Choosing a private school for your child is very challenging and it’s incredibly important to find the right fit. A qualified Admission Consultant will be able to guide you and your family to finding the best possible school for your child’s specific needs and expectations. As the following article states, taking the burden off yourself and allowing an Admission Consultant to guide the way will provide a lasting sense of satisfaction that you are providing your child with the best possible education.
For most of us the idea of sending your child to private school begins with that nagging feeling that she’s very bright and needs the very best kind of schooling possible.
As you explore schools on the web, you quickly realize that there is no way to rank schools. It’s perfectly normal to want to send your child to the ‘best’ school. But how can you identify that school if there is no ranking system? You can compare programs, course offerings and a host of other factors using our checklists. Once you identify what your requirements are, then matching a school with those requirements is the next step in the process of choosing a school.
At this point you will realize that ranks are not important. Finding the best fit is. Get the fit right and you will achieve one of your most important goals: making your child happy. If the fit is wrong and she is unhappy, that’s not the result you want.

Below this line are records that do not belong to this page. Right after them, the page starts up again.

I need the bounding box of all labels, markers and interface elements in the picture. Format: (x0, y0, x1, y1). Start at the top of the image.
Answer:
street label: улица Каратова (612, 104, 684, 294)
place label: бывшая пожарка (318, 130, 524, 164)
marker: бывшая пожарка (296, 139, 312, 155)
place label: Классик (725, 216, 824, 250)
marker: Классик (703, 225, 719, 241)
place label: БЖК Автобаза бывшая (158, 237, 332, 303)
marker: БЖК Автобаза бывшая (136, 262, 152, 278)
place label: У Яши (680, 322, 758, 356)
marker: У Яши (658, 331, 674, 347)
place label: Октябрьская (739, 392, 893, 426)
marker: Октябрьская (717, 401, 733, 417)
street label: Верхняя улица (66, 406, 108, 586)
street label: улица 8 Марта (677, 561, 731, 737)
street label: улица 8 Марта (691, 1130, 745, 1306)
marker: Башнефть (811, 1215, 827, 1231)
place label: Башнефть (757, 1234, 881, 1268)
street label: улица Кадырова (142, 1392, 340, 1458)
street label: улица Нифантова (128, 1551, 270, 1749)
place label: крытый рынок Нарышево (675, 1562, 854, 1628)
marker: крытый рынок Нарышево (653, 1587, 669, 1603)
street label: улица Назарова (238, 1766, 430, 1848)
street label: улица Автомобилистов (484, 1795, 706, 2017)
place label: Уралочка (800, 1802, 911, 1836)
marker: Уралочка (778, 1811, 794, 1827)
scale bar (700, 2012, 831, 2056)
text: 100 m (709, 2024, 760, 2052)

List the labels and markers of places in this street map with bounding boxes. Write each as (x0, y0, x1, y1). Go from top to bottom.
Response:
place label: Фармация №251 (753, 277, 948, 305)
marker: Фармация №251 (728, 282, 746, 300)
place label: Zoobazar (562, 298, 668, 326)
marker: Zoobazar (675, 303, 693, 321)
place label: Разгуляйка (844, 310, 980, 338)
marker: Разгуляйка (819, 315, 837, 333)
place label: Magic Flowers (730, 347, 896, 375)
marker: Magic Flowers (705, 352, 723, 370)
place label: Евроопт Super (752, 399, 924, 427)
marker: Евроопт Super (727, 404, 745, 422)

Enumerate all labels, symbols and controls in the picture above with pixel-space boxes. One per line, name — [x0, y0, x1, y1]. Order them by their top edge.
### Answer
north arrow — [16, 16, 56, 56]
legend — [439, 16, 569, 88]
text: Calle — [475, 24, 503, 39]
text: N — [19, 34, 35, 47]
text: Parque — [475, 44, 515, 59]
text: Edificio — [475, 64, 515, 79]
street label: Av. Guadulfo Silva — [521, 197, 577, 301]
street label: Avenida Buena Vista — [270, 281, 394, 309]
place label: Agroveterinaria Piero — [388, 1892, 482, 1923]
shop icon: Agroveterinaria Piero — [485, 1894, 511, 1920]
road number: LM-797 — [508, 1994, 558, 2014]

There’s a private school for virtually every need. Since there are private schools for virtually every need, you need to make a list of your requirements very early on in the process. What should be on your list of requirements? Academics trumps everything else as far as I am concerned. What’s offered, how it’s taught, the educational philosophy and so on.
You should use a consultant. I have done it both ways. Yes, we thought we could choose the right school for our eldest daughter. All by ourselves. And this was before the Internet existed. So that meant lots of letters and visits. Of the three schools to which we applied, she was accepted at only one. Fortunately for us, it was indeed the right school. Daughter did well and was happy. So were we.
The second time round we hired a consultant. The late Hugh Silk had taught at Collegiate in Manhattan and at The Masters School in Dobbs Ferry. He knew schools. And people. And so much more. He gently nudged us away from schools which were an impossible stretch and advised a mix of schools which included a ‘safe’ school – one we knew our child would get into. The other two schools were slightly tougher by degrees. But she ended up getting two acceptances and a waitlist.
Consultants know what they are doing. For the amount of money you are about to spend on your child’s education, doesn’t seeking professional advice just make good sense?